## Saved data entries
::::

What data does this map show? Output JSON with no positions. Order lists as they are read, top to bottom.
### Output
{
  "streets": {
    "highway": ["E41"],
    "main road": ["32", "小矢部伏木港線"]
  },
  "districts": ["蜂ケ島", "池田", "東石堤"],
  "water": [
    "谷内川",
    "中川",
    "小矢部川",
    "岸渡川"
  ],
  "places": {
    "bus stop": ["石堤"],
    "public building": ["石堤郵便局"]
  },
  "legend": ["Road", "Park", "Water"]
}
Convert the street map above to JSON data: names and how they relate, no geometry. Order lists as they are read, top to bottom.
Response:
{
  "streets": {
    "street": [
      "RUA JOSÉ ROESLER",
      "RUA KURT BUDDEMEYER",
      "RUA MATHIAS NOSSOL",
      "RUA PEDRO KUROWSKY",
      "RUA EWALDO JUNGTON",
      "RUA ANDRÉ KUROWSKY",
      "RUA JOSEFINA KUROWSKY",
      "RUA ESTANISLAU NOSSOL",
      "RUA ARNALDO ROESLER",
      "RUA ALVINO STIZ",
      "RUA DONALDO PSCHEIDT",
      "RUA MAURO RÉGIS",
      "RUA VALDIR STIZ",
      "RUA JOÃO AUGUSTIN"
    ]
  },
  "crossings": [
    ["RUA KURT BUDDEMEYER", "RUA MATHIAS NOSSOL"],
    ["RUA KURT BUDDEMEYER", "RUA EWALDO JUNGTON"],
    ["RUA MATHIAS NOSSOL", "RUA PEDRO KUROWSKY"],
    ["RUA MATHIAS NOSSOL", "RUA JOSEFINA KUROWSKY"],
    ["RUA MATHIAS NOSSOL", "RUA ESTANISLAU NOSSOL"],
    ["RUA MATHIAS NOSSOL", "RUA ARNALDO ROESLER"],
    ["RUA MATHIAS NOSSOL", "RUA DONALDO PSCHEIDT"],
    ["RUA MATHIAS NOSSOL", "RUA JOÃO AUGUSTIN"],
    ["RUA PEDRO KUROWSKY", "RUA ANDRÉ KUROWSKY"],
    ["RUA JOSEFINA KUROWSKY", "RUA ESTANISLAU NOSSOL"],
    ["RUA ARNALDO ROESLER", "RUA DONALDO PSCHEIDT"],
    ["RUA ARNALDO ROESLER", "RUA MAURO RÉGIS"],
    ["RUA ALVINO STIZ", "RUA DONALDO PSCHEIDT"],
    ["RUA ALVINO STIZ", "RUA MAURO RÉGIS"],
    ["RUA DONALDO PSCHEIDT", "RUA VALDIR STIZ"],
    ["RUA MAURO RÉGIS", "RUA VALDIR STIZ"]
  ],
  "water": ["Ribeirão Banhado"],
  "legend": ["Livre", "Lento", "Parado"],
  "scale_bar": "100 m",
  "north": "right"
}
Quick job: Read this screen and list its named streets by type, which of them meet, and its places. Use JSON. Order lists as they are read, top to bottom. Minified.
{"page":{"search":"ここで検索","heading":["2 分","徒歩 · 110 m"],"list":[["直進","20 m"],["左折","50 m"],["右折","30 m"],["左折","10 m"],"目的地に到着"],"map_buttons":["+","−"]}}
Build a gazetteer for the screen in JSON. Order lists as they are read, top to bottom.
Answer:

::::

## Your goal
Above are the records; retype them all without a single difference.

## Solution for this problem
What data does this map show? Output JSON with no positions. Order lists as they are read, top to bottom.
### Output
{
  "streets": {
    "highway": ["E41"],
    "main road": ["32", "小矢部伏木港線"]
  },
  "districts": ["蜂ケ島", "池田", "東石堤"],
  "water": [
    "谷内川",
    "中川",
    "小矢部川",
    "岸渡川"
  ],
  "places": {
    "bus stop": ["石堤"],
    "public building": ["石堤郵便局"]
  },
  "legend": ["Road", "Park", "Water"]
}
Convert the street map above to JSON data: names and how they relate, no geometry. Order lists as they are read, top to bottom.
Response:
{
  "streets": {
    "street": [
      "RUA JOSÉ ROESLER",
      "RUA KURT BUDDEMEYER",
      "RUA MATHIAS NOSSOL",
      "RUA PEDRO KUROWSKY",
      "RUA EWALDO JUNGTON",
      "RUA ANDRÉ KUROWSKY",
      "RUA JOSEFINA KUROWSKY",
      "RUA ESTANISLAU NOSSOL",
      "RUA ARNALDO ROESLER",
      "RUA ALVINO STIZ",
      "RUA DONALDO PSCHEIDT",
      "RUA MAURO RÉGIS",
      "RUA VALDIR STIZ",
      "RUA JOÃO AUGUSTIN"
    ]
  },
  "crossings": [
    ["RUA KURT BUDDEMEYER", "RUA MATHIAS NOSSOL"],
    ["RUA KURT BUDDEMEYER", "RUA EWALDO JUNGTON"],
    ["RUA MATHIAS NOSSOL", "RUA PEDRO KUROWSKY"],
    ["RUA MATHIAS NOSSOL", "RUA JOSEFINA KUROWSKY"],
    ["RUA MATHIAS NOSSOL", "RUA ESTANISLAU NOSSOL"],
    ["RUA MATHIAS NOSSOL", "RUA ARNALDO ROESLER"],
    ["RUA MATHIAS NOSSOL", "RUA DONALDO PSCHEIDT"],
    ["RUA MATHIAS NOSSOL", "RUA JOÃO AUGUSTIN"],
    ["RUA PEDRO KUROWSKY", "RUA ANDRÉ KUROWSKY"],
    ["RUA JOSEFINA KUROWSKY", "RUA ESTANISLAU NOSSOL"],
    ["RUA ARNALDO ROESLER", "RUA DONALDO PSCHEIDT"],
    ["RUA ARNALDO ROESLER", "RUA MAURO RÉGIS"],
    ["RUA ALVINO STIZ", "RUA DONALDO PSCHEIDT"],
    ["RUA ALVINO STIZ", "RUA MAURO RÉGIS"],
    ["RUA DONALDO PSCHEIDT", "RUA VALDIR STIZ"],
    ["RUA MAURO RÉGIS", "RUA VALDIR STIZ"]
  ],
  "water": ["Ribeirão Banhado"],
  "legend": ["Livre", "Lento", "Parado"],
  "scale_bar": "100 m",
  "north": "right"
}
Quick job: Read this screen and list its named streets by type, which of them meet, and its places. Use JSON. Order lists as they are read, top to bottom. Minified.
{"page":{"search":"ここで検索","heading":["2 分","徒歩 · 110 m"],"list":[["直進","20 m"],["左折","50 m"],["右折","30 m"],["左折","10 m"],"目的地に到着"],"map_buttons":["+","−"]}}
Build a gazetteer for the screen in JSON. Order lists as they are read, top to bottom.
Answer:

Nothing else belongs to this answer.